¹   The surveillance period begins on 1 November 2002 to capture cases of atypical pneumonia in China now recognized as SARS. International transmission of SARS was first reported in March 2003 for cases with onset in February 2003.

²   Close contact: having cared for, lived with, or had direct contact with respiratory secretions or body fluids of a suspect or probable case of SARS.

Reporting procedures
- All probable SARS categories should be managed in the same way for the purposes of infection control and outbreak containment See Management of Severe Acute Respiratory Syndrome (SARS).

-At this time, WHO is maintaining surveillance for clinically apparent cases only ie probable and suspect cases of SARS. (Testing of clinically well contacts of probable or suspect SARS cases and community based serological surveys are being conducted as part of epidemiological studies which may ultimately change our understanding of SARS transmission. However, persons who test SARS CoV positive in these studies will not be notified as SARS cases to WHO at this time).
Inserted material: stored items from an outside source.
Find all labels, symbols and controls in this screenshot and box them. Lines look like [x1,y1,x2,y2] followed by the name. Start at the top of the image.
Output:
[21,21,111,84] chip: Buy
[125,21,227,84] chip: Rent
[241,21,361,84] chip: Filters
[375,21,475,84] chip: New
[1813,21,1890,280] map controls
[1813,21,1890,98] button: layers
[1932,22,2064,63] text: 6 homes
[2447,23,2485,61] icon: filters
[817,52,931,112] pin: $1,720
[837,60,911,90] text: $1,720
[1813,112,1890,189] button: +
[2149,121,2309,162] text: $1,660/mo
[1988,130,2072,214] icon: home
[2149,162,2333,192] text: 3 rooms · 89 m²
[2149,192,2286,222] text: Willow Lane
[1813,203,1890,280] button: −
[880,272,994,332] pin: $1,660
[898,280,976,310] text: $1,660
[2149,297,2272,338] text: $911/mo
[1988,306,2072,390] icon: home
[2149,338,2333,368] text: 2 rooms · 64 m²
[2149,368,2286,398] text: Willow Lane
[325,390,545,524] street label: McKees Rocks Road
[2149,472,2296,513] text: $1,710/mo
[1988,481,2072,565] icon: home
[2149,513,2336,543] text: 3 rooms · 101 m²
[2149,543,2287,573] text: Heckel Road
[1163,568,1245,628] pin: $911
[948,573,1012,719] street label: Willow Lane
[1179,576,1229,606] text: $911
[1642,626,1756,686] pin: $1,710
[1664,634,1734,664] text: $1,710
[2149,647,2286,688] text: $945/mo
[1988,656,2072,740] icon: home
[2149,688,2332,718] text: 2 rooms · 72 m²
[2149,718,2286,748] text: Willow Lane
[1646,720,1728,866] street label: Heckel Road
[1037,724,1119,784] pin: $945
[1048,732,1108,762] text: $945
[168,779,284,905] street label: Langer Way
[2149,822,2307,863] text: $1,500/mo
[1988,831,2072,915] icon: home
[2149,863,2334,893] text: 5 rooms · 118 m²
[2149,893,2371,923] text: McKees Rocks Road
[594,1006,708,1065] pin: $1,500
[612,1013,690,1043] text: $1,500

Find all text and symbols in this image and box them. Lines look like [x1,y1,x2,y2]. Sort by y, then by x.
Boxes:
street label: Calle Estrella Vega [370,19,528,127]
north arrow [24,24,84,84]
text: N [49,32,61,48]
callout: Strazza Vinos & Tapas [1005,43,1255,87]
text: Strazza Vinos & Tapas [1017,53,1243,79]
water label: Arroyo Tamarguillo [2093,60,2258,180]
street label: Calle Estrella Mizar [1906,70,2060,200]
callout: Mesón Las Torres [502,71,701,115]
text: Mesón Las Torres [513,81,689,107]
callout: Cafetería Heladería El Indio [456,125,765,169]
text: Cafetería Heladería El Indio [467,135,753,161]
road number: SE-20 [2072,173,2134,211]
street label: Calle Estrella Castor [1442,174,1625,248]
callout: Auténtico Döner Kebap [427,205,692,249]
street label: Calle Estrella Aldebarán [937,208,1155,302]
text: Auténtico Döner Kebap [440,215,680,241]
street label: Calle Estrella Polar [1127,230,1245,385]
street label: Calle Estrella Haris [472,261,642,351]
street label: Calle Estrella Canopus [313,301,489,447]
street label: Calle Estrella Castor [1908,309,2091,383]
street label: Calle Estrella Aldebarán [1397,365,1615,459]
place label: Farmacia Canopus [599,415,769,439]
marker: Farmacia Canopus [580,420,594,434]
- Where laboratory tests are not available or not done, probable SARS cases as currently defined above should continue to be reported in the agreed format.

- Suspect cases with positive laboratory results will be reclassified as probable cases for notification purposes only if the testing laboratories use appropriate quality control procedures.

- No distinction will be made between probable cases with or without a positive laboratory result and suspect cases with a positive result for the purposes of global surveillance. WHO will negotiate sentinel surveillance of SARS with selected partners to collect detailed epidemiological, laboratory and clinical data.

- Cases that meet the surveillance case definition for SARS should not be discarded on the basis of negative laboratory tests at this time.

Rationale for retaining the current surveillance case definitions for SARS
The reason for retaining the clinical and epidemiological basis for the case definitions is that at present there is no validated, widely and consistently available test for infection with the SARS coronavirus. Antibody tests may not become positive for three or more weeks after the onset of symptoms. We do not yet know if all patients will mount an antibody response. Molecular assays must be performed using appropriate reagents and controls under strictly controlled conditions, and may not be positive in the early stages of illness using currently available reagents. We are not yet able to define the optimal specimen to be tested at any given stage of the illness. This information is accruing as more tests are being performed on patients with known exposures and/or accompanied by good clinical and epidemiological information. We hope that in the near future an accessible and validated diagnostic assay(s) will become available which can be employed with confidence at a defined, early stage of the illness.